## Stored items
+ + + + +

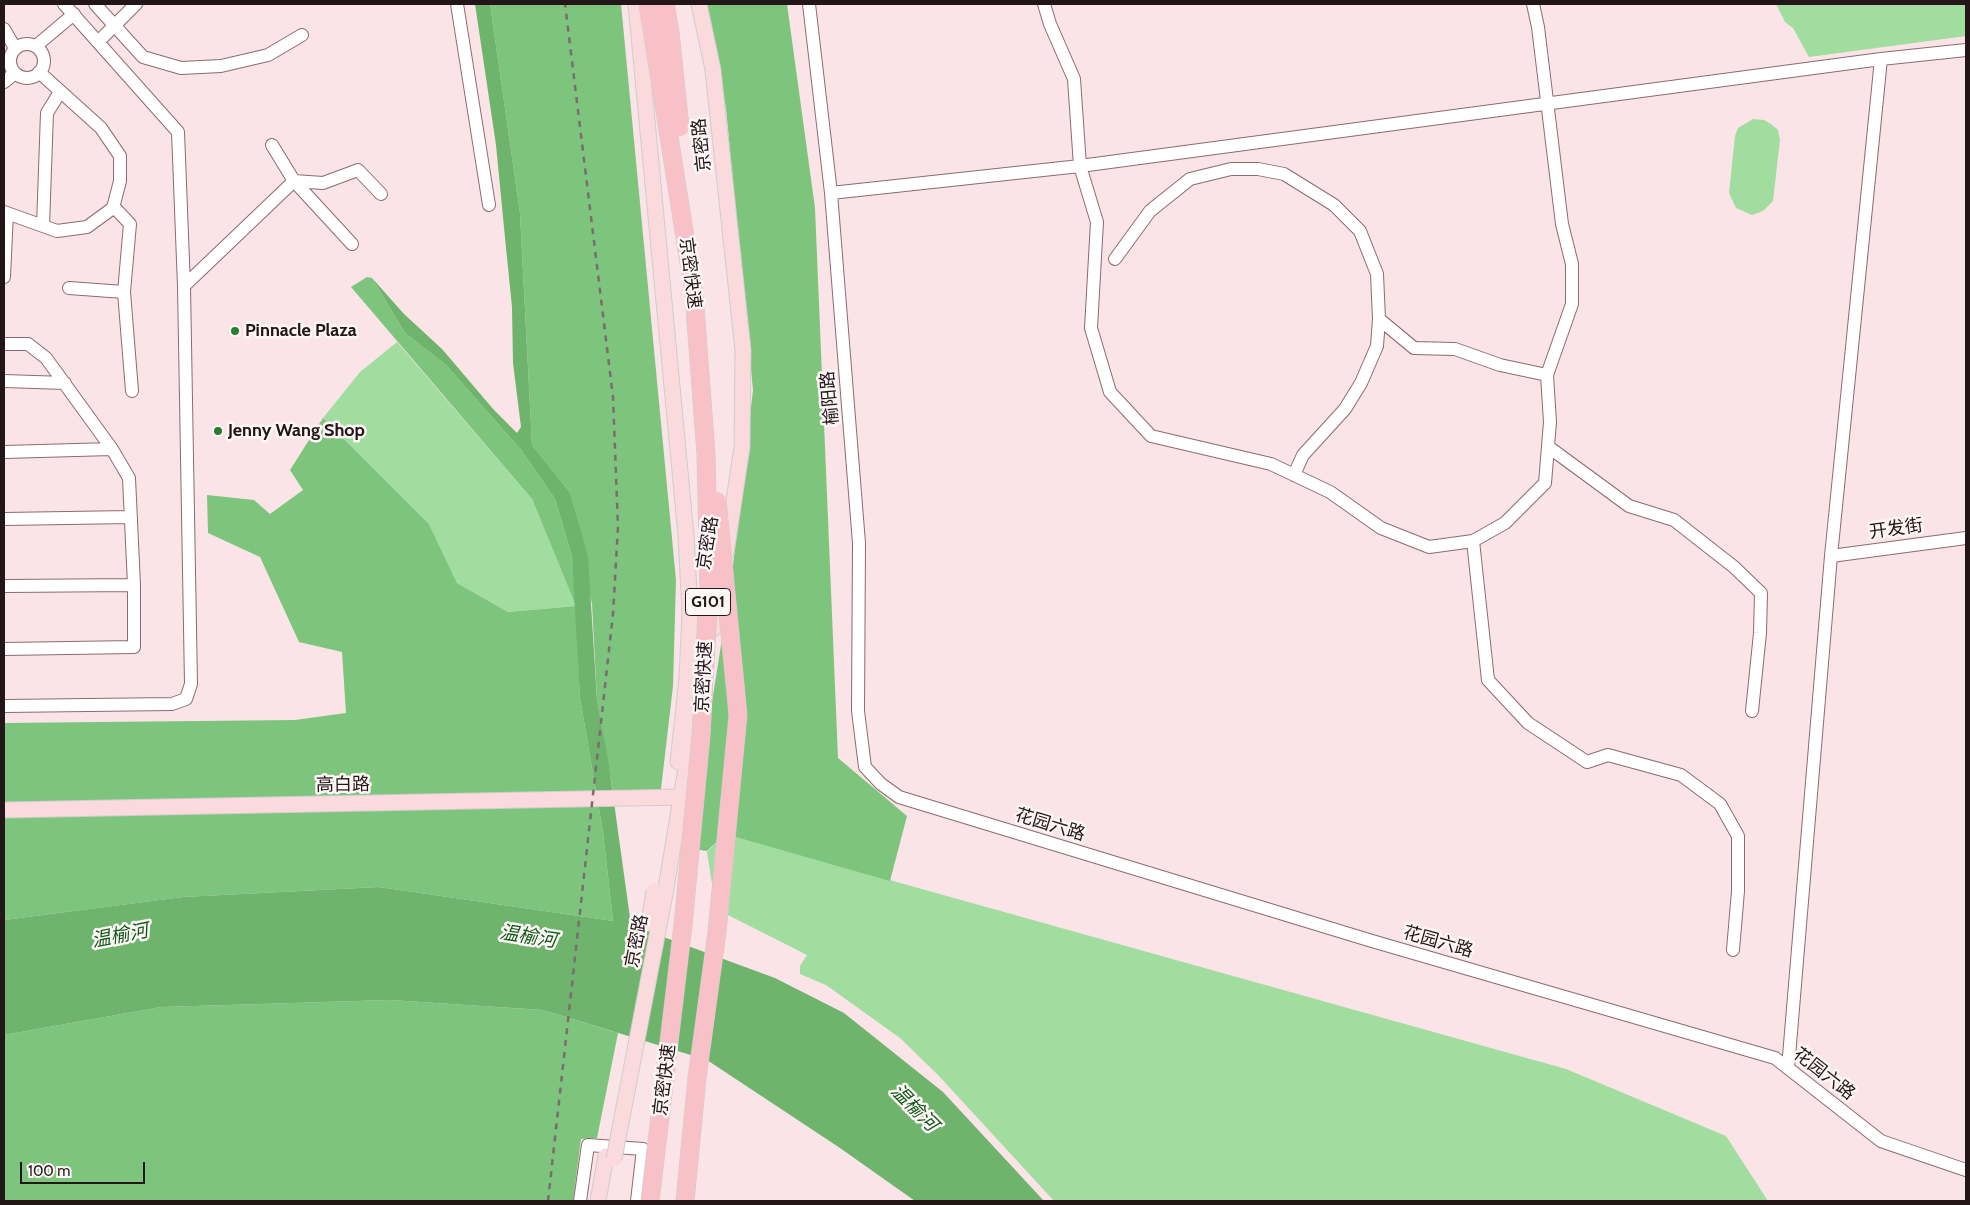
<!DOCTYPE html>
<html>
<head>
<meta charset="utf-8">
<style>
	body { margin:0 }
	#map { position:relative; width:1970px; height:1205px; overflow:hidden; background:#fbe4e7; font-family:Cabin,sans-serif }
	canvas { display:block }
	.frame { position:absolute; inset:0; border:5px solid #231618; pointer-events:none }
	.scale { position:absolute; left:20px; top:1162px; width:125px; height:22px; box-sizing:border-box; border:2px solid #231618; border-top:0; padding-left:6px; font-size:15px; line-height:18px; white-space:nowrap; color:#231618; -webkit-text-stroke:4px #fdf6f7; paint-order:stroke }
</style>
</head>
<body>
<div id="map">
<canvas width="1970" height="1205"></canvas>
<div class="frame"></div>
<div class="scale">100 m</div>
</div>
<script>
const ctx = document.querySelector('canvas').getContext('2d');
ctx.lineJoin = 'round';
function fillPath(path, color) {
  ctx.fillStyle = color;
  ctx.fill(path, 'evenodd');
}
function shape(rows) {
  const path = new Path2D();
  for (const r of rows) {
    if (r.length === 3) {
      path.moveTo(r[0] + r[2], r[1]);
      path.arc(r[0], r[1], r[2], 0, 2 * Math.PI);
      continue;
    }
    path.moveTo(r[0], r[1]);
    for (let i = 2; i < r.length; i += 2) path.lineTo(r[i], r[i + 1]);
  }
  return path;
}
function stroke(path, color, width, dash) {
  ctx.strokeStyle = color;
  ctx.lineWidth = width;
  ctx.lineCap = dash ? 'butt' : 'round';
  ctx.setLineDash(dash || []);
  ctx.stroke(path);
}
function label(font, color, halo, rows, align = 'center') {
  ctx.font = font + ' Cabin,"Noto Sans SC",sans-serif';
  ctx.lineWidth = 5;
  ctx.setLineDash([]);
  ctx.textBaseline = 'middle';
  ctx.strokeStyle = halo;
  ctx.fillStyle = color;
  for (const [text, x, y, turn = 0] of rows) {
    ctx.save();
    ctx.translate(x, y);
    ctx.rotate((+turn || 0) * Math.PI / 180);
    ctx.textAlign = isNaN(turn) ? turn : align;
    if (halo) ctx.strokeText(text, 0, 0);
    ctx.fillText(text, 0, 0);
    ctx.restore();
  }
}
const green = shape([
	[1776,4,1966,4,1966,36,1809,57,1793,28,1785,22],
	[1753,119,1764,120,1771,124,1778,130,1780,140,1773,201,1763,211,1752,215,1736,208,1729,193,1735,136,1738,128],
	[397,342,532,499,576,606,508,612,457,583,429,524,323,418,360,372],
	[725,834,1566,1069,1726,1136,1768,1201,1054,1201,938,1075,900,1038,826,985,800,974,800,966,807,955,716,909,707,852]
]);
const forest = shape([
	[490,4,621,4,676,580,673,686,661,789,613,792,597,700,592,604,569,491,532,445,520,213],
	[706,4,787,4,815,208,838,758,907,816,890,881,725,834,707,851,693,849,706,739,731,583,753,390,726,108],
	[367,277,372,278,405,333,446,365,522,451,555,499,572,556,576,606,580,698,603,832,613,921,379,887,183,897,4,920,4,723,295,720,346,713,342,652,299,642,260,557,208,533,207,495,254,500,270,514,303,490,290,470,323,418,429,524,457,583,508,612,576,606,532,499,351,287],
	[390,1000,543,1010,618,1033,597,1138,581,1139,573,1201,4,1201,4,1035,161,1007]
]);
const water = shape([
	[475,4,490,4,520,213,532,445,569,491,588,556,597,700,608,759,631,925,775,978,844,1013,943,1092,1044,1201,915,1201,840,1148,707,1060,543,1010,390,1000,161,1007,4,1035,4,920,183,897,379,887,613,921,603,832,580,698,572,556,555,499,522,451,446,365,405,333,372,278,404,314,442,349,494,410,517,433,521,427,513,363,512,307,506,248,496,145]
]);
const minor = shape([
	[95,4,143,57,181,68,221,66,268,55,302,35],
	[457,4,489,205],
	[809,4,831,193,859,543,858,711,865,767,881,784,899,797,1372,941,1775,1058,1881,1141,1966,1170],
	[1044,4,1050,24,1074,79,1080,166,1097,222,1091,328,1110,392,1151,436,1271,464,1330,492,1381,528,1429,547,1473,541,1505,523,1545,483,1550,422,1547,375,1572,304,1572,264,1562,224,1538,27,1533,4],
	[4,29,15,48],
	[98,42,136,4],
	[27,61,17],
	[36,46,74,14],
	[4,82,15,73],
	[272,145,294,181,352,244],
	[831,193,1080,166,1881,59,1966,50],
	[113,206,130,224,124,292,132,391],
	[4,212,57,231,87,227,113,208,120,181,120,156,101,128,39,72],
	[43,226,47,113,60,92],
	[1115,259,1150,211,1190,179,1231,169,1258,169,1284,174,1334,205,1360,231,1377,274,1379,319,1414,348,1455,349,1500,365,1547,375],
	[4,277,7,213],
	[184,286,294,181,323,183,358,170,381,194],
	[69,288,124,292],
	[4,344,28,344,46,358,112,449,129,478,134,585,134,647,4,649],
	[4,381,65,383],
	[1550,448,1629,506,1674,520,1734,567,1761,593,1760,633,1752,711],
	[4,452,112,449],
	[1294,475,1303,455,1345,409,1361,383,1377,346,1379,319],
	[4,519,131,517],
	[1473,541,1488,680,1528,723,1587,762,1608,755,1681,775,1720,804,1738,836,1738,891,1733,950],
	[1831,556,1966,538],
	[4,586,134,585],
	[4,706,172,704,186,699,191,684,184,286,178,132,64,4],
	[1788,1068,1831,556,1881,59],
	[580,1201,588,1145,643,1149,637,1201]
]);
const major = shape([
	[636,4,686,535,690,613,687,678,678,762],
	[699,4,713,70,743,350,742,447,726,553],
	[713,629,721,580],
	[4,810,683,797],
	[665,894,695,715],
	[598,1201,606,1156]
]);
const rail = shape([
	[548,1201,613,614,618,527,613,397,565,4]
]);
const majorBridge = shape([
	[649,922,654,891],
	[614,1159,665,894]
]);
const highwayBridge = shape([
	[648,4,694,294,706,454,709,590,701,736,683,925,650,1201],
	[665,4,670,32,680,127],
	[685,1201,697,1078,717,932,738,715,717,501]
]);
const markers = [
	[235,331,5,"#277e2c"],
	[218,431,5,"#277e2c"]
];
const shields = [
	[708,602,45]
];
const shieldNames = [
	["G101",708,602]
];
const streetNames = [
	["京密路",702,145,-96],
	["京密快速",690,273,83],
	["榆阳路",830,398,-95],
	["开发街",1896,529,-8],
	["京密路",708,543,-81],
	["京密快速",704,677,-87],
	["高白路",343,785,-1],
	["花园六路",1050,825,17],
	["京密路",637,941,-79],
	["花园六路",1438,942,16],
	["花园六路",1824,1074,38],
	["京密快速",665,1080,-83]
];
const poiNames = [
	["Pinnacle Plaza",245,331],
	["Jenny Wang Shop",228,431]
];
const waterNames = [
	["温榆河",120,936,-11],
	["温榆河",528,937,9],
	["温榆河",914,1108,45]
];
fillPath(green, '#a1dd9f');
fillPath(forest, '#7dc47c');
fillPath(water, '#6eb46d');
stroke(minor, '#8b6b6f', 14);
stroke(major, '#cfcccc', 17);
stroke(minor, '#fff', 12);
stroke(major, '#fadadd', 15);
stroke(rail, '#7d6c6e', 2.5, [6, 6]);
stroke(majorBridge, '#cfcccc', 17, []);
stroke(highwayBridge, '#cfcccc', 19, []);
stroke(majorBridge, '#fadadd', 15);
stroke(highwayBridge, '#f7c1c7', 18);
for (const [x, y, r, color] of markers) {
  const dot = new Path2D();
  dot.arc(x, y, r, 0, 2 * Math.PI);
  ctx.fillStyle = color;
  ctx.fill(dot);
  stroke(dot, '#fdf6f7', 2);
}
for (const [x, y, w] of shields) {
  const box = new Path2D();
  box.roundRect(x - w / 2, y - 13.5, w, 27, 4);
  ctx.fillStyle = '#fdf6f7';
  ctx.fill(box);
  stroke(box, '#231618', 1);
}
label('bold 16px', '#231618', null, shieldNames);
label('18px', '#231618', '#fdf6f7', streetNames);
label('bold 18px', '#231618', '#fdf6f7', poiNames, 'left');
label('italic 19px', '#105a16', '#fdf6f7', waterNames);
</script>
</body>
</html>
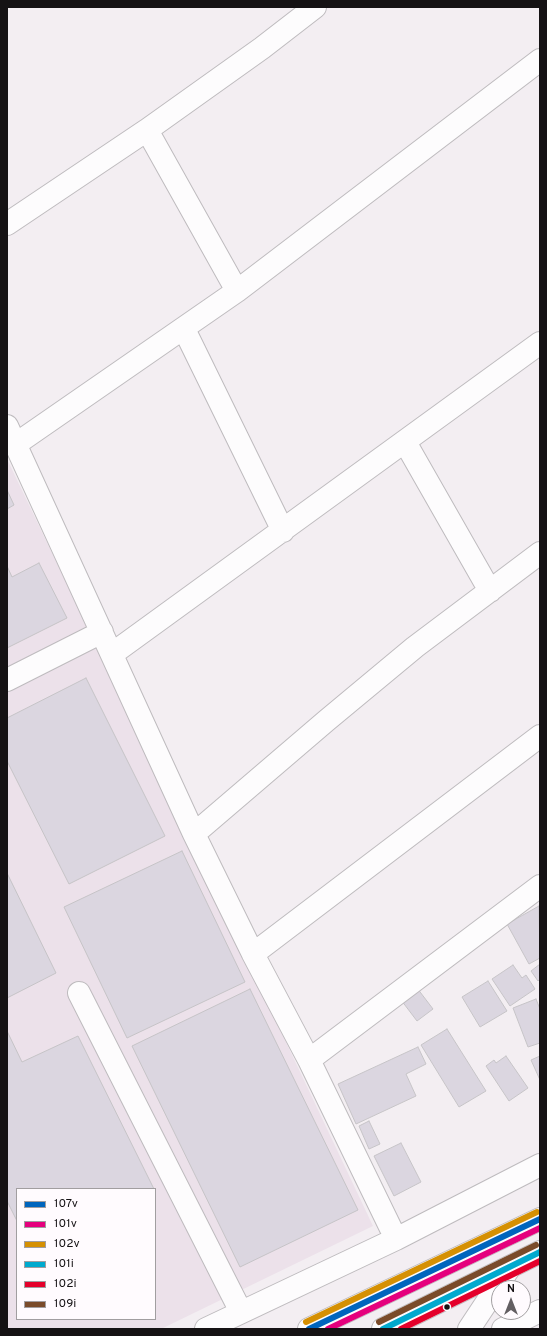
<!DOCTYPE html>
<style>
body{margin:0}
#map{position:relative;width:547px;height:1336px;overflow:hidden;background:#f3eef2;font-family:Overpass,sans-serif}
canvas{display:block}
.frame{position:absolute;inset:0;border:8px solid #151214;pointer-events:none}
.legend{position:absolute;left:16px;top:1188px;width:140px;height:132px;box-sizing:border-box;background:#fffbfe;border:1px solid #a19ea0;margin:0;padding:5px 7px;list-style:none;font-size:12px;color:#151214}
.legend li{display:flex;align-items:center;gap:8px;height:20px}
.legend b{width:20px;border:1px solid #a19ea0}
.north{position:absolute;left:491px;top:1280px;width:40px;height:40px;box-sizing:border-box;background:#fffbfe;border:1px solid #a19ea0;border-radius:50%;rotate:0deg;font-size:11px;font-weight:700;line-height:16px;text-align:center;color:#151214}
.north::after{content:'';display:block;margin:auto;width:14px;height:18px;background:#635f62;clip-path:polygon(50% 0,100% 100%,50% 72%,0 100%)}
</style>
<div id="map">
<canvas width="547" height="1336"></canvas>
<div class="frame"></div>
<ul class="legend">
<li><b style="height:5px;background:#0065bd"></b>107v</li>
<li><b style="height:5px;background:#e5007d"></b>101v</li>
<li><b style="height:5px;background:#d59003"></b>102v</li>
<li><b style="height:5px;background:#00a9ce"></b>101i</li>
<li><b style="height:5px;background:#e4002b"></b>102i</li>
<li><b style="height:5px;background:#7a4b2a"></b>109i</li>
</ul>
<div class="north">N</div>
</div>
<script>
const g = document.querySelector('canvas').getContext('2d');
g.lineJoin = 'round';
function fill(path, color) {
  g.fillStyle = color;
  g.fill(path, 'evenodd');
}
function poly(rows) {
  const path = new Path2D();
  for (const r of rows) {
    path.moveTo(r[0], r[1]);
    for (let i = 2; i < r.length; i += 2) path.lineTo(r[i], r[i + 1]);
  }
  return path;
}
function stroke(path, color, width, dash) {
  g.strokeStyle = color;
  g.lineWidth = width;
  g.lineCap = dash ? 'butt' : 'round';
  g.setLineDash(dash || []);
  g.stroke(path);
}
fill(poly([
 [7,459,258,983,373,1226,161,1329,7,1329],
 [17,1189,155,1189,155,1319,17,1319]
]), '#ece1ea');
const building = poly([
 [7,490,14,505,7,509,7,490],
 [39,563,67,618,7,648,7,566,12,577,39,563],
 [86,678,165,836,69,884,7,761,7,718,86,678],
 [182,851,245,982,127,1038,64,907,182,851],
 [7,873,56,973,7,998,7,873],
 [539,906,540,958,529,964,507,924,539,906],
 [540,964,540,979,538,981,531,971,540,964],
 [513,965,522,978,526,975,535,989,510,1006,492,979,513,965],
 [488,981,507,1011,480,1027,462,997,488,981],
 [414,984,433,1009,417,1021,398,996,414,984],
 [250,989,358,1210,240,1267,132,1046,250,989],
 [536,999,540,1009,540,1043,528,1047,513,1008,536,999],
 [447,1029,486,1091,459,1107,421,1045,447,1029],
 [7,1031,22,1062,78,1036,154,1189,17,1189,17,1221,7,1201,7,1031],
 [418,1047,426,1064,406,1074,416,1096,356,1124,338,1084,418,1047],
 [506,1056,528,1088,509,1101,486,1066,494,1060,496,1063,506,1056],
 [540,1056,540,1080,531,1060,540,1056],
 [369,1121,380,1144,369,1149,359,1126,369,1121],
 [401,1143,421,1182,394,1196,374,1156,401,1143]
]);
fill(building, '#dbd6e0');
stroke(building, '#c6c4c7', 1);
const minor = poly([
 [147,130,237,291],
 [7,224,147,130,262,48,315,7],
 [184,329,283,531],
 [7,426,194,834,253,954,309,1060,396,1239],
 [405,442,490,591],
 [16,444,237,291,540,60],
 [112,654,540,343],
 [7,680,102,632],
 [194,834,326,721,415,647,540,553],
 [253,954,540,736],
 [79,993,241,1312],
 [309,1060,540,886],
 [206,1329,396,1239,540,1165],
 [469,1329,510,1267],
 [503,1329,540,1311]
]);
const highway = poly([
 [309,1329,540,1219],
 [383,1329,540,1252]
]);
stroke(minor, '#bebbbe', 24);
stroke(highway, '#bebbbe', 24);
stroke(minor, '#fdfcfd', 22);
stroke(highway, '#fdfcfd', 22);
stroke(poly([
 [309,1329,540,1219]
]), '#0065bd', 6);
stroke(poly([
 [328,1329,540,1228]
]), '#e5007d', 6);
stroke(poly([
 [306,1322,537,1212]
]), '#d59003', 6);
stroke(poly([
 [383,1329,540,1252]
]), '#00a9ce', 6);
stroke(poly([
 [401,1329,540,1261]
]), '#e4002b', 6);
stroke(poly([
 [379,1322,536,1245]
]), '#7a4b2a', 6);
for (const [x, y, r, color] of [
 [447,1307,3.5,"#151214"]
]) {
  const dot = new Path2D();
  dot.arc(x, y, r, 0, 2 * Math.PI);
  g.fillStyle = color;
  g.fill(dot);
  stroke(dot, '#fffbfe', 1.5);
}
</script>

+ + + + +

## PROMPT
Show each line of the data that contains the string "evenodd".

## ANSWER AREA
  ctx.fill(path, 'evenodd');
  g.fill(path, 'evenodd');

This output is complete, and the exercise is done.